Otra señora -que no quiso dar su nombre- precisó, “desde ayer mi nuera los quiso denunciar, pero que no sirven los teléfonos; mis hijos que ya son jóvenes y que utilizan este servicio tienen que pagar 36 pesos diarios para ir a trabajar y regresar a su casa; eso es mucho si apenas ganan mil 200 pesos a la semana; no alcanza. Ojalá que puedan bajar la tarifa, porque hasta ocho pesos es caro”, aseguró.

En tanto don Sabino dijo, “está bien que suban lo que quieran, pero que cambien las unidades, porque cada que suben no se ve alguna mejoría en los camiones; son los mismos y al paso del tiempo hasta más deteriorados; algunos solos los repintan, otros ni eso, hasta sucios están”, aseguró.
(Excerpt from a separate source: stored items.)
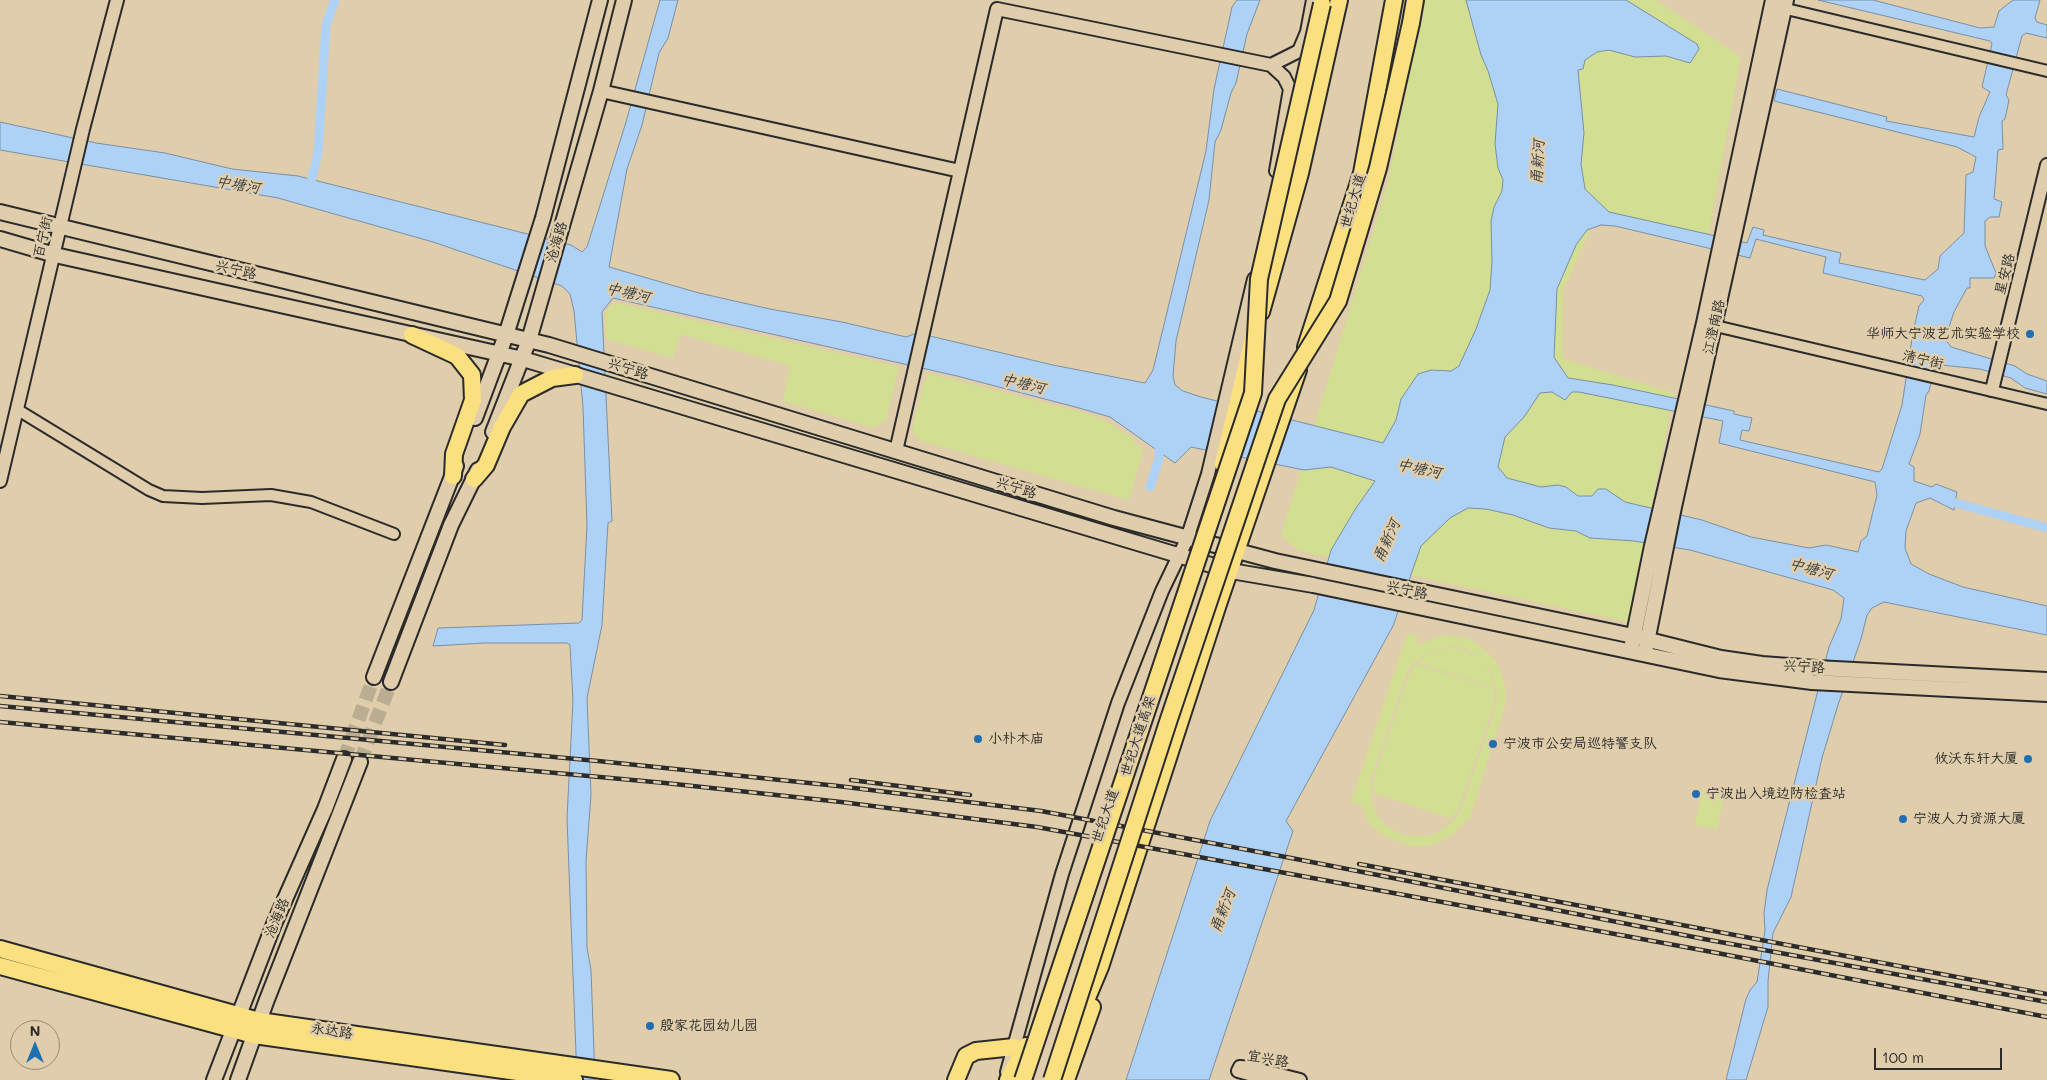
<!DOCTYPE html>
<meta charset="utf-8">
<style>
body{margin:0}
#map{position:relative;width:2047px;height:1080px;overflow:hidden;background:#dfcdab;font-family:Mali,sans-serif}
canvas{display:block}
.north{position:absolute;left:10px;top:1020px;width:50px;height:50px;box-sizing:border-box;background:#dfcdab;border:1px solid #978c78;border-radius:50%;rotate:0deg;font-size:14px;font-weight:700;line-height:20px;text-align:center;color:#2b2b2b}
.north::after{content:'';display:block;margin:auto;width:18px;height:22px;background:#1f6fb2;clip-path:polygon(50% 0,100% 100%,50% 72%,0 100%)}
.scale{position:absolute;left:1874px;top:1048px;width:128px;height:22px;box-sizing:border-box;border:2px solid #2b2b2b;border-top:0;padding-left:6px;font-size:15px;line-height:18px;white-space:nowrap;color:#2b2b2b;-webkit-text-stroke:4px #dfcdab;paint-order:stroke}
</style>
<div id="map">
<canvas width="2047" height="1080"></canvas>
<div class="north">N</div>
<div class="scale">100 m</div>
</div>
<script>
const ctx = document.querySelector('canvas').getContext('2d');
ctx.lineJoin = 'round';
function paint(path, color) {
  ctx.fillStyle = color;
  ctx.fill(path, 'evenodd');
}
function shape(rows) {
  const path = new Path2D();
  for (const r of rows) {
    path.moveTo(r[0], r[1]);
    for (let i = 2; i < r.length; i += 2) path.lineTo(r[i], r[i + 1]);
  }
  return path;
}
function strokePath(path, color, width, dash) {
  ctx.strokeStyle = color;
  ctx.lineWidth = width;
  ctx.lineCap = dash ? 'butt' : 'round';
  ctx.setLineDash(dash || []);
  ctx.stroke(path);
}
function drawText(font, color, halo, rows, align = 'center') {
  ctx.font = font + ' Mali,"LXGW WenKai TC",sans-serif';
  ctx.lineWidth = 5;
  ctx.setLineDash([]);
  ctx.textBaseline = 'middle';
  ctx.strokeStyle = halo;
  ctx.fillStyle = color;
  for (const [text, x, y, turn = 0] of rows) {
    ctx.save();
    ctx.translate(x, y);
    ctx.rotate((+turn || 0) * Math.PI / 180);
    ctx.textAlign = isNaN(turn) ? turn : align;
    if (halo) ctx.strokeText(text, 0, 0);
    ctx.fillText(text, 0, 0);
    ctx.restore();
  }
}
const green = shape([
 [1425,0,1656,0,1741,57,1708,236,1595,219,1563,291,1563,359,1674,393,1628,622,1299,551,1281,535,1387,186],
 [618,303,899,367,886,420,874,428,783,401,790,366,681,334,673,358,606,339,605,312,612,304],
 [927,373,1085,413,1104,420,1130,436,1143,451,1129,500,921,441,913,433,913,425],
 [1407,634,1419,637,1416,646,1443,635,1468,638,1478,644,1496,661,1503,677,1506,694,1505,706,1470,818,1451,836,1429,846,1411,846,1386,837,1370,825,1362,806,1351,802],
 [1452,646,1464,648,1480,659,1461,649,1452,647,1431,652,1416,662,1495,688,1491,673,1481,659,1491,671,1494,678,1497,696,1496,707,1460,811,1450,824,1436,833,1427,836,1404,836,1385,825,1378,817,1373,807,1370,782,1407,673,1412,664,1428,652],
 [1416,664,1494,689,1494,705,1458,810,1450,818,1373,793,1373,781,1409,674],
 [1703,788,1725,792,1717,830,1695,825]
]);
const water = shape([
 [660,0,678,0,668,38,659,53,642,125,627,169,609,267,699,293,770,309,842,322,906,337,917,333,1053,365,1145,383,1153,370,1206,151,1214,89,1232,7,1237,0,1260,0,1247,34,1236,83,1231,93,1221,130,1215,142,1209,200,1176,341,1173,376,1175,385,1183,391,1201,397,1383,443,1396,420,1401,399,1418,374,1431,370,1451,371,1459,366,1476,329,1490,290,1492,261,1491,221,1494,207,1502,191,1503,180,1498,168,1495,144,1498,104,1488,71,1481,55,1466,0,1626,0,1697,44,1699,49,1690,63,1666,56,1635,57,1609,50,1597,52,1585,60,1583,69,1578,70,1584,133,1581,164,1585,189,1609,212,1747,243,1753,227,1764,230,1763,235,1841,253,1839,263,1925,280,1938,269,1940,256,1964,233,1966,175,1973,172,1976,157,1957,147,1774,101,1777,89,1887,117,1886,121,1974,137,1979,117,1990,92,1982,87,1992,44,1990,41,1818,0,1873,0,1980,28,1994,27,1999,11,2013,0,2040,0,2035,18,2037,22,2047,25,2047,38,2026,33,2022,36,2006,95,2009,100,2005,119,2002,121,2003,149,1998,150,1994,199,2002,202,1999,217,1990,217,1985,221,1985,246,1996,273,1994,278,1970,278,1970,288,1967,288,1954,312,1945,339,1951,347,2015,366,2027,374,2047,381,2047,394,2025,388,2011,378,1980,369,1941,365,1935,368,1929,391,1926,395,1920,434,1909,464,1914,467,1914,481,1932,487,1936,484,1957,492,1954,510,1930,498,1916,503,1906,531,1905,548,1911,564,1929,574,1963,587,2047,606,2047,635,1884,602,1872,608,1867,615,1861,639,1838,705,1822,758,1791,897,1773,933,1768,981,1768,1007,1746,1080,1726,1080,1746,999,1750,990,1757,982,1765,931,1764,913,1767,890,1829,647,1841,619,1844,598,1833,590,1690,550,1634,541,1590,538,1576,531,1549,528,1513,515,1486,509,1468,508,1450,518,1421,546,1393,626,1286,821,1293,831,1209,1080,1126,1080,1210,821,1314,610,1331,550,1356,508,1375,481,1331,467,1304,470,1191,447,1175,463,1110,417,1079,408,957,376,613,298,602,312,612,521,608,523,602,625,587,698,591,795,586,861,587,948,591,970,595,1080,577,1080,567,818,573,701,570,645,567,643,485,643,433,646,438,628,579,623,582,620,587,526,583,407,574,311,570,294,562,286,433,242,278,198,0,150,0,122,96,143,165,153,232,169,298,176,571,245,582,252,587,247,626,122,660,0],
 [1601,225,1615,226,1750,258,1756,239,1826,257,1823,273,1922,296,1924,300,1919,306,1913,332,1902,405,1882,469,1879,472,1740,440,1742,430,1749,431,1752,418,1734,414,1734,411,1613,385,1568,378,1554,357,1557,289,1576,245,1587,230,1601,225],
 [1552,392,1565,400,1572,392,1579,392,1723,421,1719,443,1875,482,1877,495,1867,536,1861,541,1858,552,1826,545,1809,548,1751,537,1702,520,1625,502,1606,489,1598,489,1592,496,1578,496,1566,487,1558,485,1541,487,1507,478,1498,467,1505,437,1524,417,1540,393,1552,392]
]);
const canal = shape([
 [309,190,318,153,326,25,335,0],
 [1150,487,1159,459,1159,441],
 [1945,500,2047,528]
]);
const secondaryTunnel = shape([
 [344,759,374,677],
 [360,762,391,682]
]);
const minor = shape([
 [1778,7,2047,71],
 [1707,324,2047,404],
 [18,410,149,490,163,496,202,498,271,495,311,502,394,534]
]);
const tertiary = shape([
 [1271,65,1284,77,1290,89,1276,171],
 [601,91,960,171],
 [1992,390,2047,165],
 [896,451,997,9,1271,65,1299,51,1307,32,1313,0],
 [0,481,83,129,117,0],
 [1007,1072,1062,874,1118,703,1162,591,1187,539,1208,474,1254,279],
 [1271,1080,1238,1071,1240,1067,1252,1068,1300,1080]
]);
const secondary = shape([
 [0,212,549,345,1114,518,1275,561,1633,636,1721,658,1762,664,1816,668,2047,680],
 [0,239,55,255,523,359,1231,571,1313,585,1719,670,1812,682,2047,694],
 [475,418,506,335,543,218,600,0],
 [493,432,529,340,601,91,624,0],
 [1632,644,1652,546,1704,323,1773,0],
 [1646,647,1674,507,1786,0],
 [374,677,456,466],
 [391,682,451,525,478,470],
 [214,1080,274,924,325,809,344,759],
 [238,1080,266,1002,360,762]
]);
const primary = shape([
 [1261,312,1300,173,1339,0],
 [412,335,457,356,472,375,473,400,454,454,453,476],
 [1306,347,1362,173,1394,0],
 [1223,464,1252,342],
 [474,479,486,465,502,427,521,394,552,378,575,375],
 [0,949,259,1021,671,1080],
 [0,966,254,1035,574,1080],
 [1079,1017,1100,967,1218,604,1298,370],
 [956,1080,966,1056,976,1051,1014,1047],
 [1008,1080,1026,1046],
 [1066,1080,1092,1007]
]);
const trunk = shape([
 [1411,23,1415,0]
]);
const rail = shape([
 [0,696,505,745],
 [0,706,598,761,838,786,1041,811,1291,858,1704,939,2047,1002],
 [0,722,665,783,841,802,1037,827,1712,952,2047,1017],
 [851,780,970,795],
 [1359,864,2047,994]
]);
const trunkBridge = shape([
 [1023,1080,1253,393,1259,279,1322,4],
 [1052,1080,1169,719,1277,399,1338,301,1378,168,1411,23]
]);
const markers = [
 [2030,334,5,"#1f6fb2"],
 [978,739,5,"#1f6fb2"],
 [1493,744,5,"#1f6fb2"],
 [2028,759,5,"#1f6fb2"],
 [1696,794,5,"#1f6fb2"],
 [1903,819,5,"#1f6fb2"],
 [650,1026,5,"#1f6fb2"]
];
const streetNames = [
 ["世纪大道",1353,201,-73],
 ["百宁街",43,237,-77],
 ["沧海路",557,242,-74],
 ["兴宁路",236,270,13],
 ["星安路",2005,274,-76],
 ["江澄南路",1714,327,-77],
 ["清宁街",1923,360,13],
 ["兴宁路",628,369,17],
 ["兴宁路",1016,488,17],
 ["兴宁路",1407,590,12],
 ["兴宁路",1804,667,3],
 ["世纪大道高架",1138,736,-72],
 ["世纪大道",1105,816,-71],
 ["沧海路",277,918,-67],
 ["永达路",332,1031,8],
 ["宜兴路",1268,1059,10]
];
const poiNames = [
 ["华师大宁波艺术实验学校",2020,334,"right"],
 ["小朴木庙",988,739],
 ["宁波市公安局巡特警支队",1503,744],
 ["攸沃东轩大厦",2018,759,"right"],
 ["宁波出入境边防检查站",1706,794],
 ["宁波人力资源大厦",1913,819],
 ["殷家花园幼儿园",660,1026]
];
const waterNames = [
 ["甬新河",1538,162,-87],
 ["中塘河",238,185,10],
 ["中塘河",628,293,13],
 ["中塘河",1023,384,13],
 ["中塘河",1419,469,12],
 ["甬新河",1387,541,-66],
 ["中塘河",1811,569,15],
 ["甬新河",1223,911,-69]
];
paint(green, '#d2df92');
paint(water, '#aed2f6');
strokePath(water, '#7a8fa5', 1);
strokePath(canal, '#aed2f6', 9);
strokePath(secondaryTunnel, '#bbad91', 14, [14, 7]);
strokePath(minor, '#2b2b2b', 14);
strokePath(tertiary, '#2b2b2b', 16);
strokePath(secondary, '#2b2b2b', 18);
strokePath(primary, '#2b2b2b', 20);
strokePath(trunk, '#2b2b2b', 20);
strokePath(minor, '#dfcdab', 10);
strokePath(tertiary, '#dfcdab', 12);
strokePath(secondary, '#dfcdab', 14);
strokePath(primary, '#fbe080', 16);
strokePath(trunk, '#fbe080', 16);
strokePath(rail, '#2b2b2b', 4.5);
strokePath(rail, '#dfcdab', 2.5, [8]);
strokePath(trunkBridge, '#2b2b2b', 20, []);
strokePath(trunkBridge, '#fbe080', 16);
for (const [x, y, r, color] of markers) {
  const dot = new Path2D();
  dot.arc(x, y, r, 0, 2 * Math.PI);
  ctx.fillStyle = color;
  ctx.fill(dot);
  strokePath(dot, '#dfcdab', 2);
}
drawText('14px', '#2b2b2b', '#dfcdab', streetNames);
drawText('14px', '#2b2b2b', '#dfcdab', poiNames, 'left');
drawText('italic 15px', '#383c3f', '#dfcdab', waterNames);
</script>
Así, por segundo día consecutivo y sin autorización alguna, los transportistas de esta asociación cobraron diez pesos en el pasaje, incluso los choferes hicieron los cobros sin mayor problema, colocaron los anuncios dentro de la unidad para que al momento de pagar el usuarios sepa que la tarifa subió dos pesos.